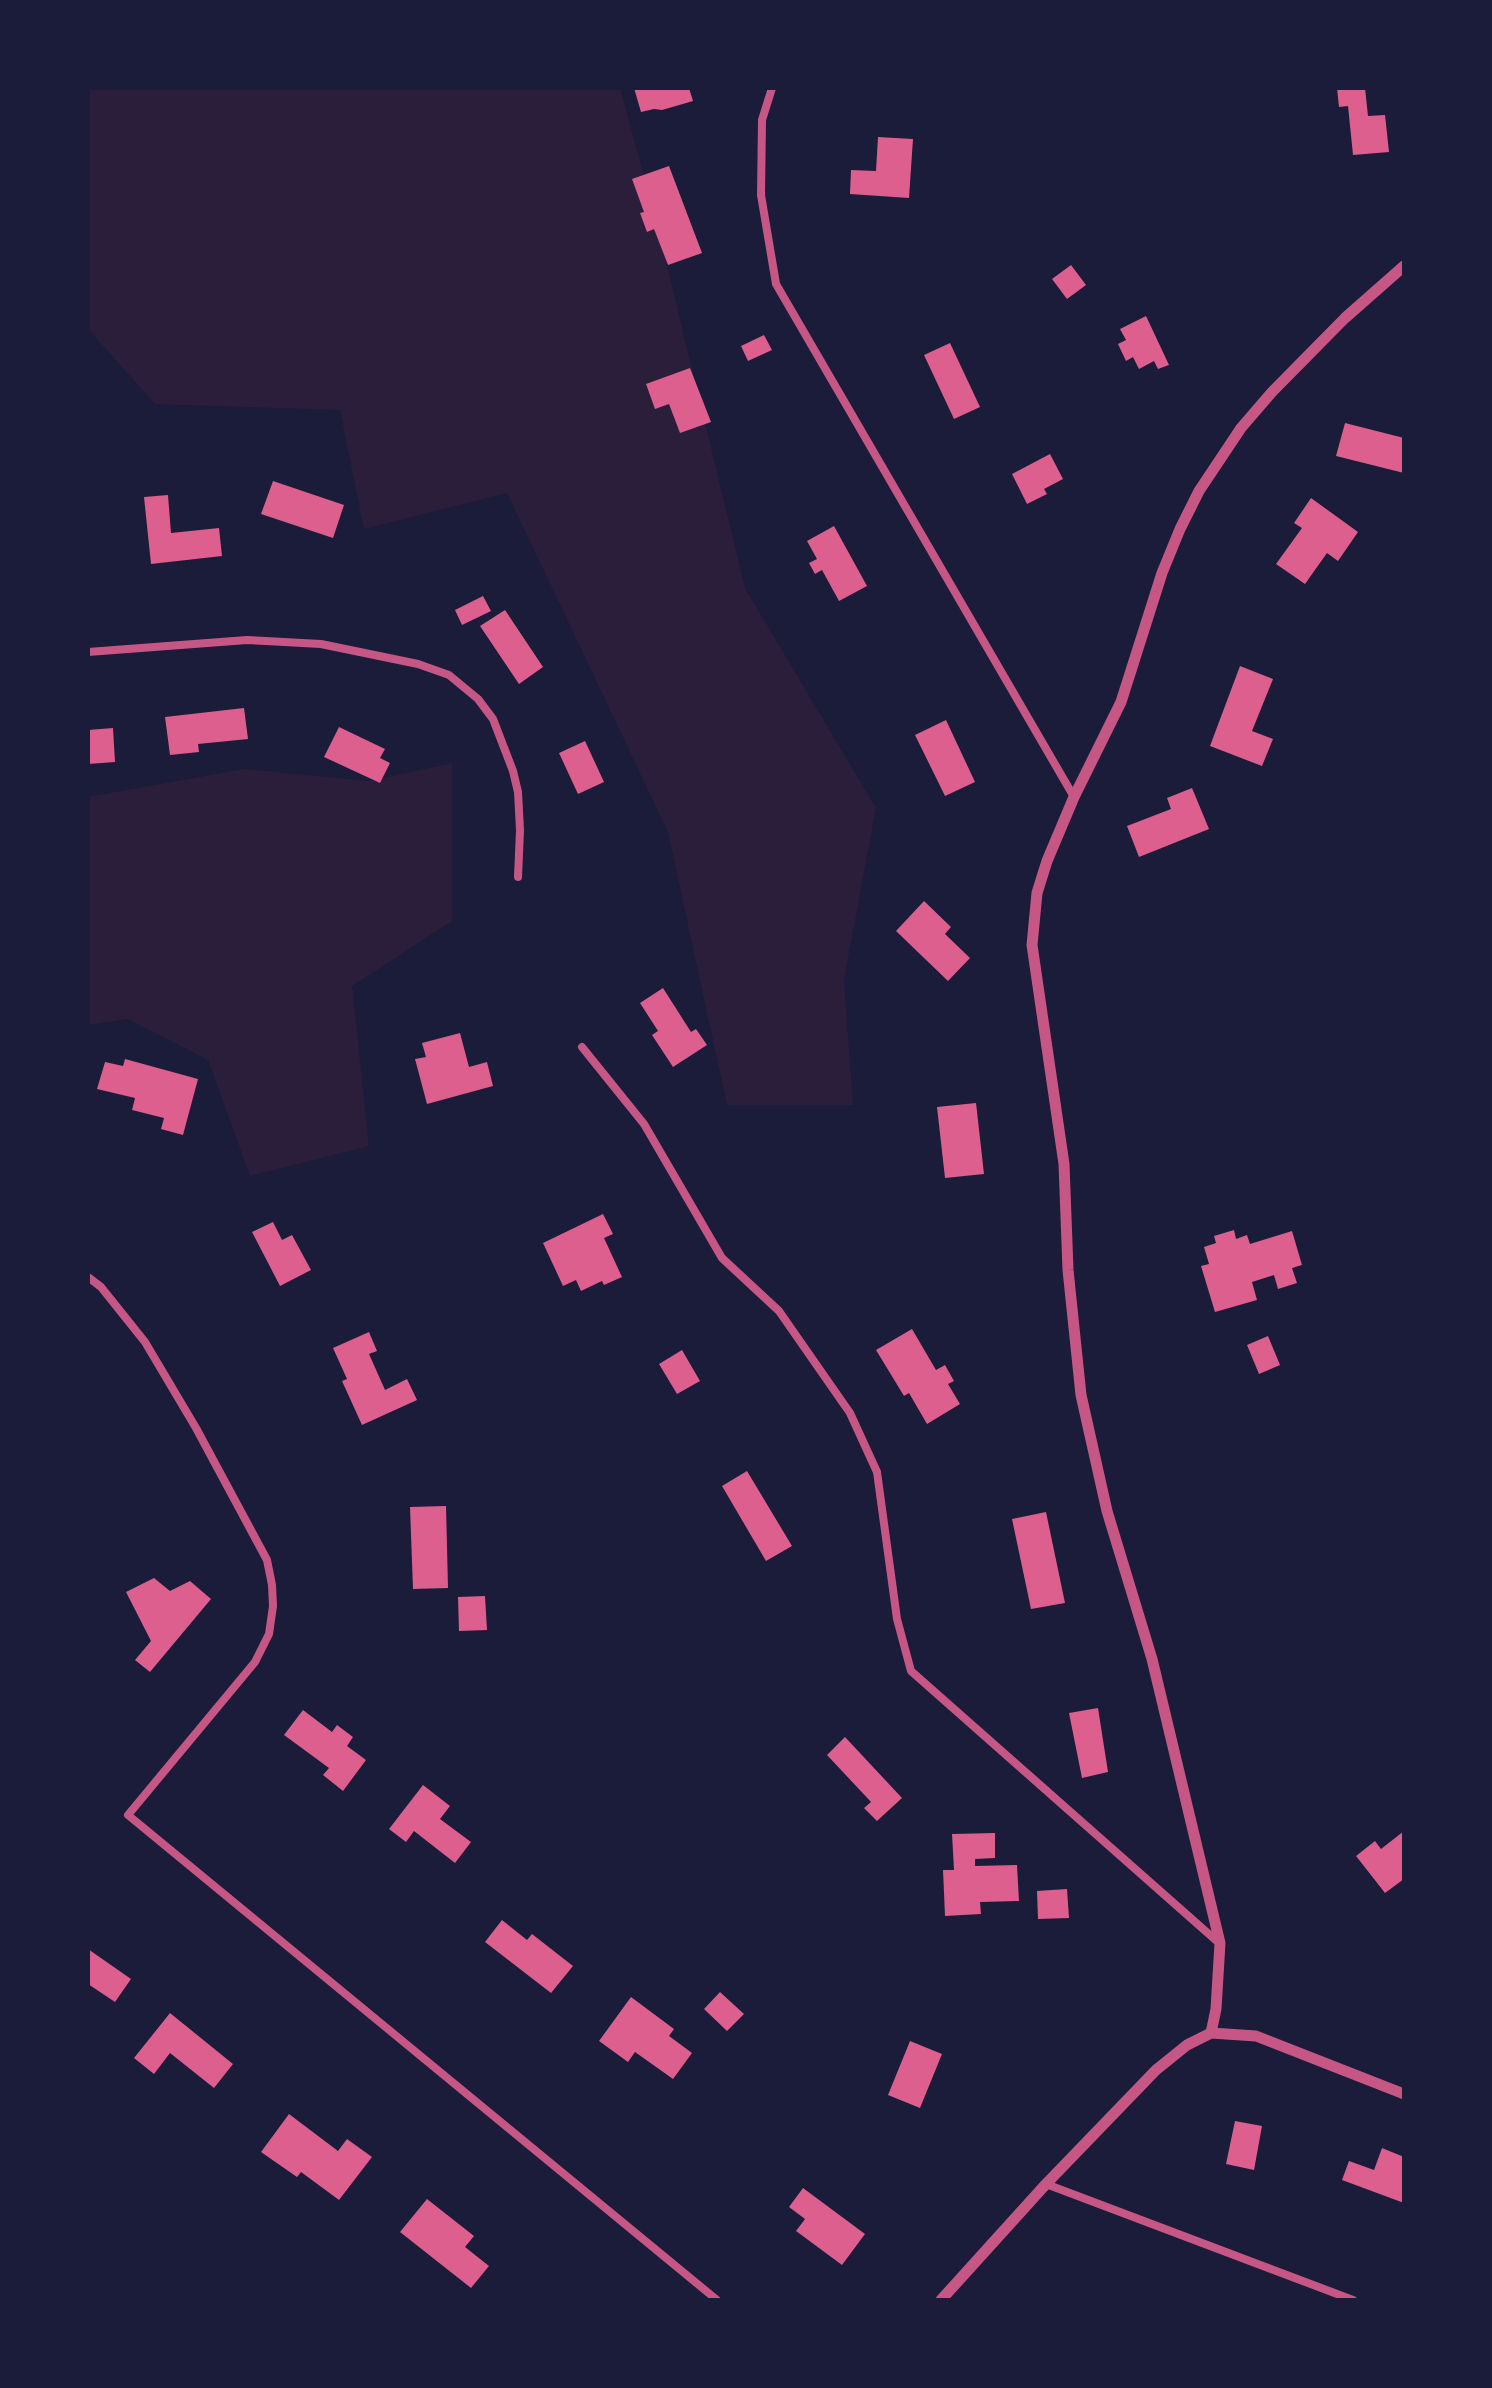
<!DOCTYPE html>
<style>
body{margin:0}
#map{position:relative;width:1492px;height:2388px;overflow:hidden;background:#1b1b3a;font-family:Rubik,sans-serif}
canvas{display:block}
.frame{position:absolute;inset:0;border:90px solid #1b1b3a;pointer-events:none}
</style>
<div id="map">
<canvas width="1492" height="2388"></canvas>
<div class="frame"></div>
</div>
<script>
const g = document.querySelector('canvas').getContext('2d');
g.lineJoin = 'round';
function fillPath(path, color) { g.fillStyle = color; g.fill(path, 'evenodd'); }
const toPath = rows => new Path2D(rows.map(r => 'M' + r).join(''));
function stroke(path, color, width, dash) { g.strokeStyle = color; g.lineWidth = width; g.lineCap = dash ? 'butt' : 'round'; g.setLineDash(dash || []); g.stroke(path); }
fillPath(toPath([
 [88,88,620,88,656,220,745,588,876,808,844,980,853,1105,727,1105,668,832,507,493,364,529,340,410,155,404,88,329],
 [452,763,452,921,352,986,369,1146,250,1176,208,1060,128,1019,88,1025,88,797,244,769,370,781]
]), '#2a1e3b');
fillPath(toPath([
 [634,88,689,88,693,101,662,110,654,109,641,112],
 [1337,88,1365,88,1368,116,1385,115,1389,152,1353,155,1348,106,1339,107],
 [878,137,913,139,909,198,850,194,851,170,876,171],
 [669,166,702,253,668,265,654,229,647,232,640,213,644,212,632,179],
 [1071,265,1086,285,1067,299,1052,279],
 [1146,316,1169,365,1158,369,1154,361,1139,369,1133,357,1126,361,1118,344,1126,340,1120,329],
 [764,335,772,350,748,361,741,346],
 [950,343,980,407,954,419,924,355],
 [690,368,711,422,680,433,669,404,655,409,646,384],
 [1345,423,1404,438,1404,473,1336,456],
 [1050,454,1063,479,1044,489,1047,494,1027,504,1012,474],
 [273,481,344,505,333,538,261,514],
 [168,495,171,533,219,528,222,556,151,564,144,497],
 [1311,498,1358,532,1338,561,1327,553,1305,584,1276,564,1302,528,1294,523],
 [834,526,867,586,839,601,822,570,815,574,809,563,817,559,807,541],
 [483,596,491,611,462,625,455,610],
 [505,610,543,667,519,684,480,626],
 [1240,666,1273,679,1252,731,1273,739,1262,766,1210,746],
 [244,708,248,739,198,744,199,752,170,755,165,717],
 [946,720,975,782,945,796,915,735],
 [339,727,385,749,380,758,390,763,380,783,324,757],
 [113,728,115,762,88,764,88,730],
 [585,741,604,782,578,794,559,753],
 [1192,788,1209,829,1139,857,1127,826,1171,809,1167,798],
 [924,901,951,927,945,934,970,958,948,981,896,931],
 [663,988,691,1032,696,1029,707,1045,673,1067,652,1035,658,1031,640,1003],
 [460,1033,469,1067,487,1062,493,1086,427,1104,415,1059,426,1057,422,1043],
 [125,1059,198,1079,183,1135,161,1129,164,1118,132,1110,135,1098,97,1089,105,1062,123,1066],
 [976,1103,984,1174,945,1178,937,1107],
 [603,1214,613,1234,604,1238,622,1277,604,1285,602,1281,581,1291,576,1280,563,1286,543,1243],
 [273,1222,282,1240,292,1235,311,1270,280,1286,252,1232],
 [1234,1230,1236,1239,1247,1235,1250,1244,1292,1231,1302,1265,1292,1268,1297,1283,1278,1289,1274,1275,1252,1282,1257,1300,1215,1312,1201,1266,1209,1264,1204,1247,1216,1243,1214,1236],
 [912,1329,936,1370,945,1365,954,1381,948,1384,960,1404,927,1424,909,1393,904,1396,876,1350],
 [369,1332,377,1351,369,1354,385,1390,407,1379,417,1400,362,1425,342,1381,347,1379,333,1348],
 [1268,1336,1280,1365,1259,1374,1247,1345],
 [682,1350,700,1381,677,1394,659,1364],
 [747,1471,792,1546,766,1561,722,1486],
 [446,1506,448,1588,413,1589,410,1507],
 [1046,1512,1065,1603,1031,1609,1012,1519],
 [154,1578,170,1591,190,1581,211,1599,150,1672,135,1660,151,1641,126,1592],
 [485,1596,487,1630,459,1631,458,1597],
 [1098,1708,1108,1772,1082,1778,1069,1713],
 [303,1710,332,1732,337,1725,353,1737,347,1746,366,1760,343,1791,323,1775,329,1768,284,1735],
 [845,1737,902,1798,877,1821,864,1808,871,1802,827,1755],
 [423,1785,450,1806,440,1819,471,1842,455,1863,414,1831,406,1842,389,1829],
 [1404,1831,1404,1879,1385,1893,1356,1856,1375,1841,1381,1849],
 [995,1833,995,1858,975,1859,975,1866,1017,1865,1019,1901,980,1902,981,1914,945,1916,943,1870,954,1870,952,1834],
 [1067,1889,1069,1918,1038,1919,1037,1891],
 [502,1920,527,1940,532,1934,573,1966,551,1993,485,1942],
 [88,1949,131,1979,115,2002,88,1984],
 [720,1992,744,2014,727,2031,704,2009],
 [631,1997,674,2029,669,2036,692,2053,673,2079,635,2052,628,2062,599,2041],
 [170,2013,233,2064,214,2088,170,2053,154,2074,134,2058],
 [910,2041,942,2054,920,2108,888,2095],
 [289,2114,338,2151,347,2139,372,2157,339,2200,301,2172,297,2177,261,2152],
 [1235,2121,1262,2126,1254,2170,1226,2164],
 [1382,2148,1404,2157,1404,2203,1342,2180,1349,2161,1374,2170],
 [803,2188,865,2234,842,2265,796,2231,805,2219,789,2207],
 [427,2199,474,2236,465,2247,489,2266,471,2288,400,2232]
]), '#dd5f8e');
stroke(toPath([
 [772,88,762,120,761,195,776,284,1074,797],
 [88,652,247,640,321,644,418,664,449,675,478,699,493,719,513,771,518,792,520,830,518,877],
 [582,1047,644,1124,722,1258,779,1311,850,1413,877,1472,897,1619,911,1671,1219,1943],
 [88,1277,101,1287,145,1342,196,1428,267,1560,272,1585,273,1606,269,1634,255,1662,128,1815,717,2300],
 [1046,2184,1353,2300]
]), '#c65784', 8);
stroke(toPath([
 [1211,2033,1256,2036,1404,2094],
 [941,2300,1046,2184,1156,2070,1187,2045,1211,2033,1216,2009,1220,1943,1152,1659,1107,1511,1081,1395,1068,1270,1064,1164,1032,945,1037,893,1047,861,1074,797,1121,702,1162,573,1180,529,1199,491,1241,428,1272,392,1345,318,1404,266]
]), '#c65784', 11);
</script>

———

Exercise goal: In the data, count the lines that include the string "position", then give that number and nothing more.

Answer space: 2